Plus tard, en rendant visite à sa tante, qui était aussi du coin, j’en appris davantage.
Elle avait bien un cancer, oui. Du cerveau. Elle avait déjà été soignée quelques années auparavant, mais le cancer avait repris, et n’était pas opérable.
Elle était très fatiguée. Elle ne pouvait plus effectuer la plupart des gestes quotidiens. Elle ne pouvait même plus sourire.
Ce discours m’atteignit en plein cœur.
J’étais désolée d’apprendre combien cette femme était malade, et la dégradation de son état.
J’étais mortifiée et honteuse d’avoir été si vaine, d’avoir tiré une certaine fierté d’aller mieux qu’elle, comme si j’avais quelque mérite à cela.
J’étais aussi effrayée par les propos que ma voisine me tenait. Je la suppliais intérieurement : « Arrête, c’est plus que je ne puis entendre », mais elle poursuivait, cherchant sans doute, par comparaison, à se rassurer elle-même, qui avait également eu auparavant un cancer.
Et puis... j’étais scandalisée : tant de souffrance !
En couple, nous priâmes pour elle. Elle mourut peu après. En un sens, je fus soulagée qu’elle n’eût plus à porter son fardeau, et qu’elle ne souffrît pas davantage.
Ce même été, décéda aussi un artisan du village voisin qui luttait depuis des années contre un cancer généralisé.
Mon époux, qui appréciait beaucoup cet homme bon, toujours affable et chaleureux, se rendit à son enterrement. L’église était pleine ; elle ne pouvait accueillir toutes les personnes qui s’étaient déplacées si bien que la foule débordait sur les marches devant l’église, sur la place et dans la rue. Un profond silence s’était abattu sur le village.

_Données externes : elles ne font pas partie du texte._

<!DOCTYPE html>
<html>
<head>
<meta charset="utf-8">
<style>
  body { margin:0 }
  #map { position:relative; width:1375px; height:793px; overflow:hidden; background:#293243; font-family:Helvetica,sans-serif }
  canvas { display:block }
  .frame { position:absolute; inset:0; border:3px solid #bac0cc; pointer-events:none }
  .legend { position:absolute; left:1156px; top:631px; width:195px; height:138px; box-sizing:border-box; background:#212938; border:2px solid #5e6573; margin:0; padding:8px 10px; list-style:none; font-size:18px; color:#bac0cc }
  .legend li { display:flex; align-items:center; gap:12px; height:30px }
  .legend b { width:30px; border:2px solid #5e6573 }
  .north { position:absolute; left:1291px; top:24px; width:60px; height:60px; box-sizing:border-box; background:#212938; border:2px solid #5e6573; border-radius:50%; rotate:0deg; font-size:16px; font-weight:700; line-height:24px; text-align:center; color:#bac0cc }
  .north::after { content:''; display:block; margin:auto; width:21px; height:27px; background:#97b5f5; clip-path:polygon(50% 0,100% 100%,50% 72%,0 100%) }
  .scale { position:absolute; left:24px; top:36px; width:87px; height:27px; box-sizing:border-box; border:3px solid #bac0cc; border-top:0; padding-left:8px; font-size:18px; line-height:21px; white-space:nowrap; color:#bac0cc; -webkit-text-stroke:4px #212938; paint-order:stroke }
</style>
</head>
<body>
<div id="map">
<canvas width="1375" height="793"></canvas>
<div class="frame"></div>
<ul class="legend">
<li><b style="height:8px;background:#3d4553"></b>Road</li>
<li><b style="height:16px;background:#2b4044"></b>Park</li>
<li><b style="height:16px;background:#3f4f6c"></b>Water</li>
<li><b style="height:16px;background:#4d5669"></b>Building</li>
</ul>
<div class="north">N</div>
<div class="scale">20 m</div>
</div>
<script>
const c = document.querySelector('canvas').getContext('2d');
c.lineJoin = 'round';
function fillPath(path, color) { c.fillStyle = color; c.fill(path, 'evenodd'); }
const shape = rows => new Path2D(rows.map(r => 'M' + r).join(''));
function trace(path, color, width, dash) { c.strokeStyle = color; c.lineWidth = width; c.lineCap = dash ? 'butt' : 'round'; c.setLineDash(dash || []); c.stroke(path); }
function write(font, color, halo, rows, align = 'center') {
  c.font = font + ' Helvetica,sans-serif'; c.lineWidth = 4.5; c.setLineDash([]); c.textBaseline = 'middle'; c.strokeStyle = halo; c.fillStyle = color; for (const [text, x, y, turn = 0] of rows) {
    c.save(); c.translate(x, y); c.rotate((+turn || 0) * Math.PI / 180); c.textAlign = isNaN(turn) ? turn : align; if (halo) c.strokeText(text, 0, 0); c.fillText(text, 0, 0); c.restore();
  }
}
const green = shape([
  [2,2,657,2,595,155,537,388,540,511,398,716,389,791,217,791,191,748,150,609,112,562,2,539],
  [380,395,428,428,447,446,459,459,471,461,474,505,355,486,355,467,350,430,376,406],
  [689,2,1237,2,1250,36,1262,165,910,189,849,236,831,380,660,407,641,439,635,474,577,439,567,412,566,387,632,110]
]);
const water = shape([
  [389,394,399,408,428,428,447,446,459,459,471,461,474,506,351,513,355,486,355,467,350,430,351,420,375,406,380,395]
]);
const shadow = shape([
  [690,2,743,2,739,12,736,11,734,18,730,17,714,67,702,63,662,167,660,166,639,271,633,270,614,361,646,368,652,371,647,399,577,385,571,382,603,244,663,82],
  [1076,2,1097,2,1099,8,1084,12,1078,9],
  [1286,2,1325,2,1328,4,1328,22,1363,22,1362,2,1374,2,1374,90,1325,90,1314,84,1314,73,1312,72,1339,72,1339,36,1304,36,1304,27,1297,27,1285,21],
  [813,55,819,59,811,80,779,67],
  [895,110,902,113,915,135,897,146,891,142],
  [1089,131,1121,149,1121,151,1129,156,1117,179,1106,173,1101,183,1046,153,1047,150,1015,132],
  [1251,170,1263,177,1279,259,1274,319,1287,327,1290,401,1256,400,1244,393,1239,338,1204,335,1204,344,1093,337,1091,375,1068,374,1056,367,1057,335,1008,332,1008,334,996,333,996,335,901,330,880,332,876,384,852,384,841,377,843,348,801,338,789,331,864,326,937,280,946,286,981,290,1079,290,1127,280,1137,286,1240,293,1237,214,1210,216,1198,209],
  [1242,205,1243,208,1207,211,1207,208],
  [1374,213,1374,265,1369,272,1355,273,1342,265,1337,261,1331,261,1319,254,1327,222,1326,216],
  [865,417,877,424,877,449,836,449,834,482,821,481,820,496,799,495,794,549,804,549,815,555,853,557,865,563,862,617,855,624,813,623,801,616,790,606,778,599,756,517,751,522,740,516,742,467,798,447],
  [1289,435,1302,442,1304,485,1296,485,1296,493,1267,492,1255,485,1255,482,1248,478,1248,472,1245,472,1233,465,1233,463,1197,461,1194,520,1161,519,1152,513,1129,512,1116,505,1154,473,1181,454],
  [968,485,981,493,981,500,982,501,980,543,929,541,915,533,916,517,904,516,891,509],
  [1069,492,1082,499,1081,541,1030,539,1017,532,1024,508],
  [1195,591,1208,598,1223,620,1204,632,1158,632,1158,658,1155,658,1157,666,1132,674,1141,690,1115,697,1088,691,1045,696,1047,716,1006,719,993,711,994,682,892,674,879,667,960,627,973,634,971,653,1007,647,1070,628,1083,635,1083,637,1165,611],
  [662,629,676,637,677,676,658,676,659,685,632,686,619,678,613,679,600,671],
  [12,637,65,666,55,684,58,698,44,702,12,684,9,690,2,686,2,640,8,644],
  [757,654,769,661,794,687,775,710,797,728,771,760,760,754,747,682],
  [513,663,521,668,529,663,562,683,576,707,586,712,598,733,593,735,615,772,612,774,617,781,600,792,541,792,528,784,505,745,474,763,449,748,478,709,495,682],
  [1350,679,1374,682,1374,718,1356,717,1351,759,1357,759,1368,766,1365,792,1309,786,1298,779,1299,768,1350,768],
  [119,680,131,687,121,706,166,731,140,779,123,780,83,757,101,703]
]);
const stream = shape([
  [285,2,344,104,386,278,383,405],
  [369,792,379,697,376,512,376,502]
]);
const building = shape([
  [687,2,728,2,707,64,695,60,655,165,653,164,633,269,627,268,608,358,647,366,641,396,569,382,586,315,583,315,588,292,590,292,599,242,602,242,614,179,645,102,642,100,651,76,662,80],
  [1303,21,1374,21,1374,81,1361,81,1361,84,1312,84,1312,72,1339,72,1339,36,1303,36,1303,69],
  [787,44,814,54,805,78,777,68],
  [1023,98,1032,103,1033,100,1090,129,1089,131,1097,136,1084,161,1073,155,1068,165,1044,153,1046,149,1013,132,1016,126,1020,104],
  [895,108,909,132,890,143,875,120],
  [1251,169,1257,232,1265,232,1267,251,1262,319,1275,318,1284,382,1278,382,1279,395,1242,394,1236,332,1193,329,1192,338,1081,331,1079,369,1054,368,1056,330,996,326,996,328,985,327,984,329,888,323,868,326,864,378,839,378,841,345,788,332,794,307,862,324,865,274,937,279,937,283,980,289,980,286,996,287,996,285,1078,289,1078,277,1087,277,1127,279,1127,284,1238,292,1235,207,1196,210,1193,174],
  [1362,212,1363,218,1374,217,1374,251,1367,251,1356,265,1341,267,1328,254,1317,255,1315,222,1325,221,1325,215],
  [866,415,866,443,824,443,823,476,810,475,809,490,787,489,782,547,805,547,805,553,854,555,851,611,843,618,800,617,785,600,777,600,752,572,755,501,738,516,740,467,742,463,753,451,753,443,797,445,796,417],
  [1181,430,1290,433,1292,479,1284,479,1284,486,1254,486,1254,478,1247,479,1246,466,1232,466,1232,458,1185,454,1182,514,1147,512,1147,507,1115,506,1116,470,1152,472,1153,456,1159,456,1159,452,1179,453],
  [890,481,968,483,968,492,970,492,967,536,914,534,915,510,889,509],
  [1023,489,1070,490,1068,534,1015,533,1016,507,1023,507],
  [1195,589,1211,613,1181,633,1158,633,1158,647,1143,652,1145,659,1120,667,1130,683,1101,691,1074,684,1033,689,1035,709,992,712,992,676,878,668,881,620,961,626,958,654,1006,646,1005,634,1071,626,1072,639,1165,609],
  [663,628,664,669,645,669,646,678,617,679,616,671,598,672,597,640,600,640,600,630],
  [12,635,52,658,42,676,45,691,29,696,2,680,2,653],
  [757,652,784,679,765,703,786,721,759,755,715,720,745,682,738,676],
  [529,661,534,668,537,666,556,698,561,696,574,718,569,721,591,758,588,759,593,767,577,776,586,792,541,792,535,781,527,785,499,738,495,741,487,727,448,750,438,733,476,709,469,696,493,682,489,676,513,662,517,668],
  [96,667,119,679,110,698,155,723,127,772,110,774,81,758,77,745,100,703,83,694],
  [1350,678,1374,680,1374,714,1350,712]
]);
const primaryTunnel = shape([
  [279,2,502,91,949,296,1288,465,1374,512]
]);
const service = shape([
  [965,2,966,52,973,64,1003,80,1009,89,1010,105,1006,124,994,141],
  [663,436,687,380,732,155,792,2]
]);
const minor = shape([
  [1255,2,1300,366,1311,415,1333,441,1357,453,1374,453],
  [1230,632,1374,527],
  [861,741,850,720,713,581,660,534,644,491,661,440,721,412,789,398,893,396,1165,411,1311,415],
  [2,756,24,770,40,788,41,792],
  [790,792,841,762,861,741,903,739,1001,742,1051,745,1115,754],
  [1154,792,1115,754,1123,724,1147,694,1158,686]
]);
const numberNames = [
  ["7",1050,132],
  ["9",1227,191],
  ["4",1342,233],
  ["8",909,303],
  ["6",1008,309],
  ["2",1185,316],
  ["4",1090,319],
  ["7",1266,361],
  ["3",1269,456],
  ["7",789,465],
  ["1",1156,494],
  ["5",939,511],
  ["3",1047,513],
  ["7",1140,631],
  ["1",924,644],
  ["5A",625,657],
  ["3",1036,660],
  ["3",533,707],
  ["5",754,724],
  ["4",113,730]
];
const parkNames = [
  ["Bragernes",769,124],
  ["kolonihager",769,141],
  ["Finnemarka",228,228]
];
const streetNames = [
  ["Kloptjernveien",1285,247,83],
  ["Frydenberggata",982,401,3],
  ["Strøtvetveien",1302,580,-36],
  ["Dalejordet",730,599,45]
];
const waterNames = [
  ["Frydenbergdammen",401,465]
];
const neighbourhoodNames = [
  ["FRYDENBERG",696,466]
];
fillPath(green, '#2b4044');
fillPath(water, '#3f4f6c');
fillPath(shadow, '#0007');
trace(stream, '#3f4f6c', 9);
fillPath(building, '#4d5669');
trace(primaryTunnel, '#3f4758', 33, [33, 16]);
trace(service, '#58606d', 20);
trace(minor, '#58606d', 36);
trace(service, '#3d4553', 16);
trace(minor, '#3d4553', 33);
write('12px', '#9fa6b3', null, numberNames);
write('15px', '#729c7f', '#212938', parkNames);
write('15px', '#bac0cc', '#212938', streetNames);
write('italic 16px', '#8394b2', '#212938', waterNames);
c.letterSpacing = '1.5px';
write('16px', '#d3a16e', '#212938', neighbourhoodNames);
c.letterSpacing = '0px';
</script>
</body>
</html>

Des discours très dignes lui rendirent hommage.
Autour d’un tel homme, la concorde s’impose : tout le monde vient et se tait, quelle que soit sa foi, quel que soit son clan.
Durant ma crise de la quarantaine, je pensai souvent : « J’aurais dû exercer tel métier, et gagner davantage d’argent ; j’aurais dû mener une carrière plus prestigieuse ; j’aurais dû m’engager en politique, j’aurais dû... ».
Je le pense encore souvent.
Mais cet été-là, ces deux figures, ces deux agonisants, me susurraient à l’oreille : « L’essentiel n’est pas de changer le monde en se lançant en politique, ni se « défoncer » de quelque manière que ce soit.
L’essentiel est d’être bon. D’être présent, pour ses enfants, pour son mari. De préparer leur avenir, avec ou sans nous. De jouir de ce que l’on a, aujourd’hui. Du feuillage qui bruisse au-dessus de notre tête. Des rencontres qui ont lieu. De rendre grâce pour ce que Dieu nous accorde. Et de prier, car on ne peut rien sans lui. »
Ne vous faites pas de trésors sur la terre, là où les mites et les vers les dévorent, où les voleurs percent les murs pour voler. Mais faites-vous des trésors dans le ciel, là où il n’y a pas de mites ni de vers qui dévorent, pas de voleurs qui percent les murs pour voler.
Car là où est ton trésor, là aussi sera ton cœur. (St Matthieu, chapitre 6).
Avant d’avoir un cancer, j’avais parfois tant de compassion pour les malades qu’elle m’envahissait. J’éprouvais une sorte de curiosité et de fascination pour ces situations terrifiantes.
A tel point que je me forçais à penser : « Ils ont des forces pour l’affronter. Cesse de t’en préoccuper pour eux. »
Pour l’avoir vécu, je le confirme : on reçoit des grâces, pour affronter ce qui fait si peur. Et quand aujourd’hui je suis effrayée, a posteriori, et que parfois je redoute l’avenir, je dois m’en convaincre à nouveau. Dieu ne laisse pas seul le malade et des grâces sont reçues.
Jésus (...) dit au chef de synagogue : « Ne crains pas, crois seulement. » (St Marc, chapitre 5).